Like its most obvious source of inspiration, ‘It Follows’, ‘Smile 2’ again explores the idea of ​​a person being haunted rather than a place. Finn’s film opens with the fate of a character from the first film, Kyle Gallner’s Joel, who must pass his curse on to someone else and has chosen a drug dealer as his victim in a well-photographed scene of violent mayhem. An unplanned visitor named Lewis (Lukas Gage) ends up witnessing the carnage and becomes the one affected by what can only be called a parasite, something that feeds on your insecurity and trauma and presents you with increasingly terrifying visions, often of people who you know love to do absolutely horrible things with a smile on their face.

It isn’t long before Lewis smashes his face into bloody pieces with a heavy weight in front of troubled pop star Skye Riley (Naomi Scott), who is planning a comeback after a year of recovery from a car accident that killed her boyfriend Paul. In flashbacks and ghost stories, Paul is played by none other than Ray Nicholson, who pulled off the evil smile that his father Jack made so famous and which reportedly inspired this film. You know the look.

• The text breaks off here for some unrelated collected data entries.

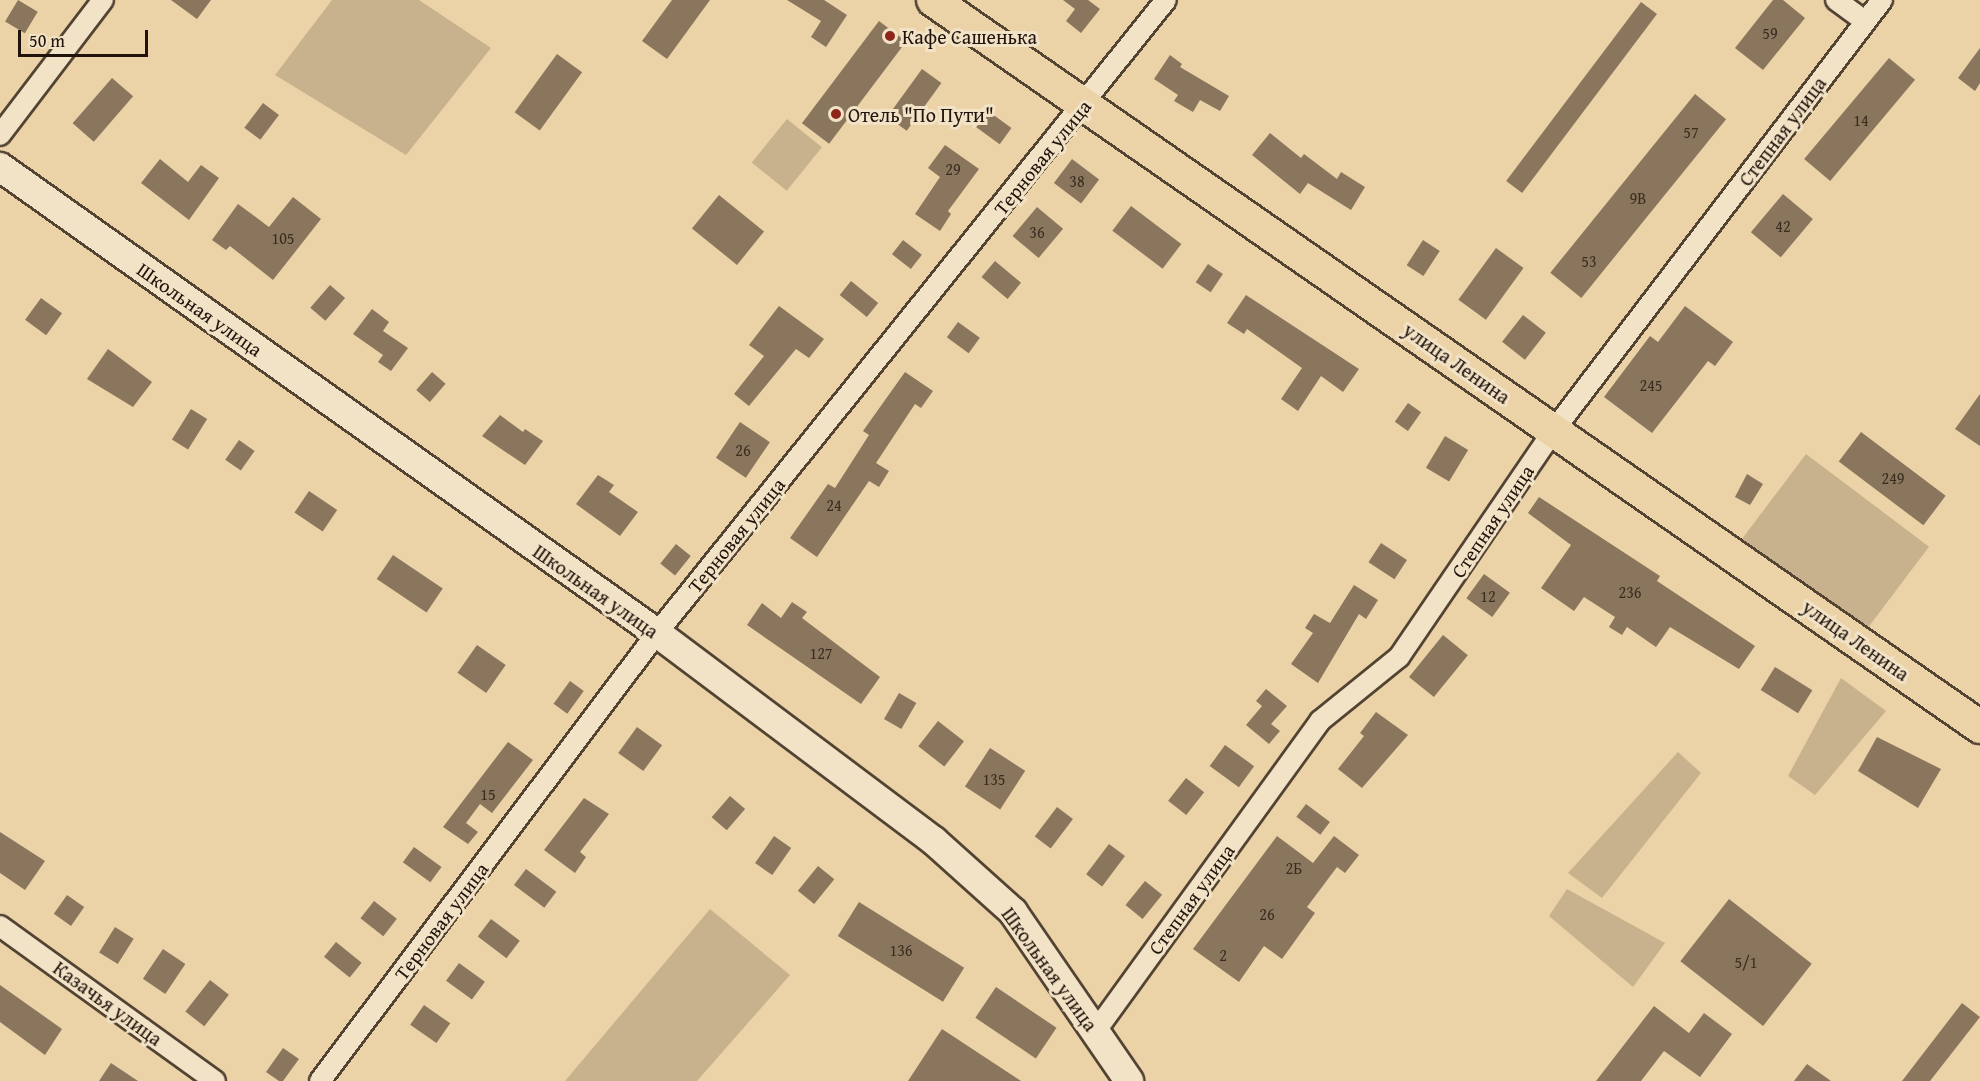 <!DOCTYPE html>
<meta charset="utf-8">
<style>
body{margin:0}
#map{position:relative;width:1980px;height:1081px;overflow:hidden;background:#ebd2a7;font-family:"Gentium Book Plus",serif}
div>[style]{position:absolute}
.green>*{inset:0;background:#c8b28d;transform-origin:0 0}
.building>*{inset:0;background:#89765d;transform-origin:0 0}
.roads{filter:drop-shadow(2px 0 #524333) drop-shadow(-2px 0 #524333) drop-shadow(0 2px #524333) drop-shadow(0 -2px #524333)}
.street>*{height:20px;margin:-10px;padding:0 10px;transform-origin:10px;border-radius:10px;background:#f2e2c6}
.secondary>*{height:28px;margin:-14px;padding:0 14px;transform-origin:14px;border-radius:14px;background:#f2e2c6}
.primary>*{height:32px;margin:-16px;padding:0 16px;transform-origin:16px;border-radius:16px;background:#ebd2a7}
.dots>*{width:16px;height:16px;translate:-50% -50%;box-sizing:border-box;border:3px solid #f2e2c6;border-radius:50%}
span{translate:-50% -50%;white-space:nowrap;text-align:center;line-height:1.15;-webkit-text-stroke:6px #f2e2c6;paint-order:stroke}
.number-label{font-size:16px;color:#3a2c20}
.number-label span{-webkit-text-stroke-width:0}
.poi-label{font-size:20px;color:#1f130c}
.left{translate:0 -50%;text-align:left}
.street-label{font-size:20px;color:#1f130c}
.scale{position:absolute;left:18px;top:30px;width:130px;height:27px;box-sizing:border-box;border:3px solid #1f130c;border-top:0;padding-left:8px;font-size:18px;line-height:21px;white-space:nowrap;color:#1f130c;-webkit-text-stroke:4px #f2e2c6;paint-order:stroke}
</style>
<div id="map">
<div class="green">
<div style="clip-path:polygon(332px 0,419px 0,491px 48px,406px 155px,275px 75px)"></div>
<div style="left:787px;top:119px;width:45px;height:56px;rotate:39deg"></div>
<div style="left:1806px;top:454px;width:154px;height:114px;rotate:37deg"></div>
<div style="clip-path:polygon(1841px 678px,1886px 711px,1815px 795px,1788px 776px)"></div>
<div style="clip-path:polygon(1678px 752px,1701px 773px,1602px 898px,1568px 873px)"></div>
<div style="clip-path:polygon(1567px 889px,1665px 943px,1633px 987px,1549px 916px)"></div>
<div style="clip-path:polygon(710px 909px,790px 975px,697px 1081px,565px 1081px)"></div>
</div>
<div class="building">
<div style="left:18px;top:0;width:23px;height:25px;rotate:31deg"></div>
<div style="clip-path:polygon(171px 0,211px 0,197px 19px)"></div>
<div style="clip-path:polygon(672px 0,710px 0,667px 59px,642px 41px)"></div>
<div style="clip-path:polygon(787px 0,824px 0,847px 15px,826px 47px,811px 37px,821px 21px)"></div>
<div style="clip-path:polygon(1063px 0,1088px 0,1100px 9px,1081px 33px,1066px 21px,1075px 9px)"></div>
<div style="clip-path:polygon(1773px 0,1783px 0,1805px 18px,1763px 70px,1735px 48px)"></div>
<div style="left:1641px;top:2px;width:20px;height:224px;rotate:37deg"></div>
<div style="left:879px;top:21px;width:34px;height:128px;rotate:37deg"></div>
<div style="clip-path:polygon(1980px 48px,1980px 83px,1975px 91px,1958px 78px)"></div>
<div style="left:557px;top:54px;width:31px;height:72px;rotate:36deg"></div>
<div style="clip-path:polygon(1170px 55px,1182px 64px,1180px 67px,1229px 96px,1220px 111px,1200px 100px,1193px 112px,1174px 101px,1178px 95px,1154px 79px)"></div>
<div style="left:1889px;top:58px;width:34px;height:132px;rotate:40deg"></div>
<div style="left:922px;top:69px;width:24px;height:59px;rotate:36deg"></div>
<div style="left:112px;top:78px;width:28px;height:60px;rotate:41deg"></div>
<div style="left:1695px;top:94px;width:40px;height:230px;rotate:39deg"></div>
<div style="left:263px;top:103px;width:20px;height:31px;rotate:37deg"></div>
<div style="left:988px;top:111px;width:29px;height:20px;rotate:36deg"></div>
<div style="clip-path:polygon(1270px 133px,1301px 158px,1304px 154px,1337px 179px,1341px 172px,1365px 187px,1351px 210px,1308px 183px,1300px 194px,1252px 155px)"></div>
<div style="clip-path:polygon(945px 145px,979px 169px,948px 211px,951px 214px,940px 231px,915px 214px,940px 177px,928px 168px)"></div>
<div style="clip-path:polygon(160px 159px,188px 182px,201px 165px,219px 178px,189px 220px,141px 183px)"></div>
<div style="left:1072px;top:159px;width:34px;height:30px;rotate:37deg"></div>
<div style="left:1783px;top:194px;width:39px;height:50px;rotate:40deg"></div>
<div style="left:719px;top:195px;width:58px;height:43px;rotate:39deg"></div>
<div style="clip-path:polygon(293px 197px,321px 219px,273px 280px,230px 246px,226px 250px,212px 240px,238px 204px,269px 227px)"></div>
<div style="left:1131px;top:206px;width:63px;height:31px;rotate:37deg"></div>
<div style="left:1037px;top:207px;width:34px;height:38px;rotate:40deg"></div>
<div style="left:903px;top:240px;width:24px;height:18px;rotate:38deg"></div>
<div style="left:1423px;top:240px;width:20px;height:30px;rotate:33deg"></div>
<div style="left:1496px;top:248px;width:34px;height:64px;rotate:36deg"></div>
<div style="left:995px;top:261px;width:34px;height:21px;rotate:40deg"></div>
<div style="left:1208px;top:264px;width:18px;height:22px;rotate:34deg"></div>
<div style="left:851px;top:281px;width:35px;height:18px;rotate:39deg"></div>
<div style="left:330px;top:285px;width:20px;height:30px;rotate:41deg"></div>
<div style="clip-path:polygon(1246px 295px,1359px 369px,1343px 392px,1321px 376px,1298px 411px,1281px 399px,1302px 368px,1247px 329px,1244px 334px,1227px 323px)"></div>
<div style="left:41px;top:298px;width:26px;height:27px;rotate:36deg"></div>
<div style="clip-path:polygon(779px 306px,824px 339px,809px 358px,796px 349px,749px 406px,734px 394px,764px 356px,749px 345px)"></div>
<div style="clip-path:polygon(1685px 306px,1733px 342px,1715px 366px,1708px 361px,1652px 433px,1604px 397px,1650px 336px,1658px 342px)"></div>
<div style="clip-path:polygon(372px 309px,389px 322px,383px 331px,408px 348px,391px 371px,378px 362px,383px 355px,353px 334px)"></div>
<div style="left:1523px;top:315px;width:29px;height:34px;rotate:38deg"></div>
<div style="left:958px;top:322px;width:27px;height:19px;rotate:36deg"></div>
<div style="clip-path:polygon(108px 349px,152px 382px,133px 407px,87px 379px)"></div>
<div style="left:432px;top:372px;width:18px;height:24px;rotate:41deg"></div>
<div style="clip-path:polygon(905px 372px,933px 391px,921px 408px,915px 404px,876px 463px,889px 471px,879px 487px,869px 481px,817px 557px,790px 538px,828px 484px,835px 488px,869px 435px,863px 431px)"></div>
<div style="clip-path:polygon(1980px 394px,1980px 446px,1955px 429px)"></div>
<div style="left:1408px;top:403px;width:16px;height:23px;rotate:35deg"></div>
<div style="left:191px;top:409px;width:19px;height:36px;rotate:32deg"></div>
<div style="clip-path:polygon(500px 415px,523px 432px,525px 429px,543px 441px,525px 465px,482px 436px)"></div>
<div style="left:740px;top:422px;width:36px;height:43px;rotate:34deg"></div>
<div style="left:1861px;top:432px;width:106px;height:37px;rotate:37deg"></div>
<div style="left:1445px;top:436px;width:27px;height:37px;rotate:31deg"></div>
<div style="left:239px;top:440px;width:19px;height:24px;rotate:35deg"></div>
<div style="clip-path:polygon(1747px 474px,1763px 484px,1750px 505px,1735px 497px)"></div>
<div style="clip-path:polygon(598px 475px,614px 485px,609px 492px,638px 512px,620px 536px,576px 504px)"></div>
<div style="left:309px;top:491px;width:34px;height:26px;rotate:34deg"></div>
<div style="clip-path:polygon(1539px 497px,1660px 576px,1657px 581px,1755px 646px,1739px 669px,1670px 627px,1656px 647px,1627px 627px,1622px 635px,1609px 627px,1615px 617px,1584px 597px,1574px 611px,1541px 588px,1571px 545px,1528px 513px)"></div>
<div style="left:1381px;top:543px;width:31px;height:23px;rotate:33deg"></div>
<div style="left:676px;top:544px;width:19px;height:25px;rotate:39deg"></div>
<div style="left:393px;top:555px;width:60px;height:29px;rotate:34deg"></div>
<div style="left:1484px;top:574px;width:32px;height:30px;rotate:36deg"></div>
<div style="clip-path:polygon(1354px 585px,1378px 600px,1366px 619px,1359px 614px,1318px 683px,1291px 664px,1313px 633px,1305px 628px,1314px 614px,1330px 623px)"></div>
<div style="clip-path:polygon(792px 602px,807px 612px,802px 618px,880px 677px,861px 704px,747px 625px,762px 603px,781px 618px)"></div>
<div style="left:1443px;top:635px;width:32px;height:54px;rotate:39deg"></div>
<div style="left:477px;top:645px;width:35px;height:34px;rotate:35deg"></div>
<div style="left:1775px;top:667px;width:44px;height:27px;rotate:32deg"></div>
<div style="left:570px;top:681px;width:17px;height:28px;rotate:36deg"></div>
<div style="clip-path:polygon(1266px 689px,1287px 706px,1271px 724px,1280px 731px,1269px 744px,1246px 725px,1262px 706px,1256px 701px)"></div>
<div style="left:899px;top:693px;width:20px;height:30px;rotate:30deg"></div>
<div style="clip-path:polygon(1376px 712px,1408px 735px,1362px 788px,1338px 769px,1364px 736px,1360px 733px)"></div>
<div style="left:938px;top:721px;width:33px;height:32px;rotate:38deg"></div>
<div style="left:637px;top:727px;width:31px;height:32px;rotate:36deg"></div>
<div style="clip-path:polygon(1877px 737px,1941px 769px,1918px 808px,1858px 771px)"></div>
<div style="clip-path:polygon(508px 742px,533px 760px,492px 813px,480px 804px,466px 823px,478px 832px,468px 844px,443px 827px)"></div>
<div style="left:1225px;top:745px;width:36px;height:26px;rotate:36deg"></div>
<div style="left:990px;top:748px;width:42px;height:46px;rotate:33deg"></div>
<div style="left:1186px;top:778px;width:23px;height:29px;rotate:38deg"></div>
<div style="left:730px;top:796px;width:20px;height:28px;rotate:41deg"></div>
<div style="clip-path:polygon(584px 798px,609px 814px,580px 852px,586px 857px,575px 873px,544px 850px)"></div>
<div style="left:1306px;top:804px;width:30px;height:16px;rotate:37deg"></div>
<div style="left:1057px;top:807px;width:20px;height:37px;rotate:37deg"></div>
<div style="clip-path:polygon(0 832px,45px 861px,25px 890px,0 873px)"></div>
<div style="left:774px;top:836px;width:21px;height:33px;rotate:35deg"></div>
<div style="clip-path:polygon(1277px 836px,1313px 863px,1334px 836px,1359px 855px,1345px 873px,1337px 867px,1307px 907px,1315px 913px,1282px 959px,1264px 946px,1239px 982px,1193px 949px)"></div>
<div style="left:1109px;top:844px;width:20px;height:38px;rotate:37deg"></div>
<div style="left:414px;top:847px;width:34px;height:19px;rotate:36deg"></div>
<div style="left:818px;top:866px;width:21px;height:32px;rotate:39deg"></div>
<div style="left:526px;top:869px;width:38px;height:20px;rotate:37deg"></div>
<div style="left:1145px;top:881px;width:22px;height:31px;rotate:39deg"></div>
<div style="left:67px;top:895px;width:21px;height:23px;rotate:35deg"></div>
<div style="left:1729px;top:899px;width:105px;height:79px;rotate:38deg"></div>
<div style="left:374px;top:901px;width:29px;height:22px;rotate:38deg"></div>
<div style="left:859px;top:902px;width:124px;height:40px;rotate:32deg"></div>
<div style="left:491px;top:919px;width:36px;height:22px;rotate:37deg"></div>
<div style="left:115px;top:927px;width:22px;height:30px;rotate:32deg"></div>
<div style="left:336px;top:942px;width:33px;height:19px;rotate:39deg"></div>
<div style="left:163px;top:949px;width:27px;height:36px;rotate:34deg"></div>
<div style="left:459px;top:963px;width:32px;height:22px;rotate:36deg"></div>
<div style="left:210px;top:980px;width:24px;height:40px;rotate:38deg"></div>
<div style="clip-path:polygon(0 985px,62px 1029px,45px 1055px,0 1022px)"></div>
<div style="left:996px;top:987px;width:73px;height:37px;rotate:34deg"></div>
<div style="clip-path:polygon(1962px 1003px,1980px 1017px,1930px 1081px,1902px 1081px)"></div>
<div style="left:424px;top:1005px;width:32px;height:24px;rotate:35deg"></div>
<div style="clip-path:polygon(1654px 1006px,1689px 1033px,1704px 1013px,1732px 1034px,1700px 1077px,1664px 1051px,1641px 1081px,1596px 1081px)"></div>
<div style="clip-path:polygon(942px 1029px,1021px 1081px,908px 1081px)"></div>
<div style="clip-path:polygon(283px 1048px,299px 1059px,283px 1081px,279px 1081px,266px 1072px)"></div>
<div style="clip-path:polygon(111px 1063px,138px 1081px,99px 1081px)"></div>
<div style="clip-path:polygon(1807px 1064px,1831px 1081px,1794px 1081px)"></div>
</div>
<div class="roads">
<div class="street">
<div style="left:1836px;top:0;width:36px;rotate:36deg"></div>
<div style="left:0;top:135px;width:170px;rotate:-52.7deg"></div>
<div style="left:0;top:926px;width:265px;rotate:35.8deg"></div>
<div style="left:1095px;top:1032px;width:384px;rotate:-54.1deg"></div>
<div style="left:1320px;top:721px;width:102px;rotate:-39deg"></div>
<div style="left:1399px;top:657px;width:275px;rotate:-55.7deg"></div>
<div style="left:1554px;top:430px;width:541px;rotate:-52.66deg"></div>
<div style="left:320px;top:1081px;width:561px;rotate:-53.05deg"></div>
<div style="left:657px;top:633px;width:812px;rotate:-51.2deg"></div>
</div>
<div class="secondary">
<div style="left:0;top:167px;width:805px;rotate:35.35deg"></div>
<div style="left:657px;top:633px;width:346px;rotate:36.9deg"></div>
<div style="left:934px;top:841px;width:106px;rotate:41.9deg"></div>
<div style="left:1013px;top:912px;width:205px;rotate:55.5deg"></div>
</div>
<div class="primary">
<div style="left:933px;top:0;width:1275px;rotate:34.77deg"></div>
</div>
</div>
<div class="dots">
<div style="left:890px;top:36px;background:#8f2418"></div>
<div style="left:836px;top:114px;background:#8f2418"></div>
</div>
<div class="number-label">
<span style="left:1770px;top:33px">59</span>
<span style="left:1861px;top:120px">14</span>
<span style="left:1691px;top:132px">57</span>
<span style="left:953px;top:169px">29</span>
<span style="left:1077px;top:181px">38</span>
<span style="left:1638px;top:198px">9В</span>
<span style="left:1783px;top:226px">42</span>
<span style="left:1037px;top:232px">36</span>
<span style="left:283px;top:238px">105</span>
<span style="left:1589px;top:261px">53</span>
<span style="left:1651px;top:385px">245</span>
<span style="left:743px;top:450px">26</span>
<span style="left:1893px;top:478px">249</span>
<span style="left:834px;top:505px">24</span>
<span style="left:1630px;top:592px">236</span>
<span style="left:1488px;top:596px">12</span>
<span style="left:821px;top:653px">127</span>
<span style="left:994px;top:779px">135</span>
<span style="left:488px;top:794px">15</span>
<span style="left:1294px;top:868px">2Б</span>
<span style="left:1267px;top:914px">26</span>
<span style="left:901px;top:950px">136</span>
<span style="left:1223px;top:955px">2</span>
<span style="left:1746px;top:962px">5/1</span>
</div>
<div class="poi-label">
<span class="left" style="left:902px;top:36px">Кафе Сашенька</span>
<span class="left" style="left:848px;top:114px">Отель "По Пути"</span>
</div>
<div class="street-label">
<span style="left:1782px;top:131px;rotate:-53deg">Степная улица</span>
<span style="left:1042px;top:157px;rotate:-51deg">Терновая улица</span>
<span style="left:200px;top:309px;rotate:35deg">Школьная улица</span>
<span style="left:1457px;top:363px;rotate:35deg">улица Ленина</span>
<span style="left:1492px;top:521px;rotate:-56deg">Степная улица</span>
<span style="left:736px;top:535px;rotate:-51deg">Терновая улица</span>
<span style="left:596px;top:591px;rotate:35deg">Школьная улица</span>
<span style="left:1856px;top:640px;rotate:35deg">улица Ленина</span>
<span style="left:1191px;top:899px;rotate:-54deg">Степная улица</span>
<span style="left:441px;top:921px;rotate:-53deg">Терновая улица</span>
<span style="left:1050px;top:969px;rotate:54deg">Школьная улица</span>
<span style="left:108px;top:1003px;rotate:36deg">Казачья улица</span>
</div>
<div class="scale">50 m</div>
</div>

Skye has left her addiction and sadness behind, but the ‘Smile Creature’ uses all her insecurities and weaknesses against her to slowly drive her crazy. Her mother and manager Elizabeth (Rosemarie DeWitt), assistant Josh (Miles Gutierrez-Riley) and record company head Darius (Raul Castillo) are ready for Skye’s comeback, but her increasingly fragile mental state makes that impossible. Skye tries to reunite with an old friend named Gemma (Dylan Gelula), someone she thinks she can trust, but ‘Smile 2’ isn’t just about spookiness, it’s about cruelty. It’s about being pushed to your mental limits in ways that are physically and emotionally unimaginable. Whether it’s the thought of seeing a murderous, naked fan in her apartment or a vision of the dead Paul in the audience at a fundraising event, Skye sees reality shatter before her eyes.

It’s a hugely demanding role for an actress and Scott is rightly great, selling the horror and fear that has overtaken Skye’s life. Finn demands a lot from his lead artist, causing her to experience physical and emotional challenges, and it matters a lot that Scott commits to every beat. We believe what is happening around her because we believe her shocked reaction to it. The excellent sound design comes close, but she is really the key to this film’s success.

To be fair, ‘Smile 2’ loses some of its many thematic threads about how fans feel like they own pop stars and how so many of them are asked to bury their trauma and just smile, but there’s plenty left in the basis of the piece to get across the finish line. In that regard, there’s no reason for a horror sequel to be longer than two hours, but it’s more because Finn has so many possibilities he wants to explore with his concept than any sense of narrative bloat or subsidence or padding. I was never bored, and there are some really great sequences in it, especially one that could be called “Smile Dancers” and which in concept and execution is one of the best in the genre this year.

I have a general aversion to films that use mental illness as a cheap horror device (the hated ‘Lights Out’ for example), so what impresses me most about these films is the way Finn avoids those exploitative traps by being so attentive to concentrate on the emotional events. truth of its heroines. Yes, there are a few too many jump scares and at least one too many twists, but it’s all forgivable when you think of the real fear in Naomi Scott’s eyes. Finn loves faces, faces distorted by evil and fear. Even more than after the first film, I’m interested in what he’ll do next, and more confident that it won’t just be more of the same.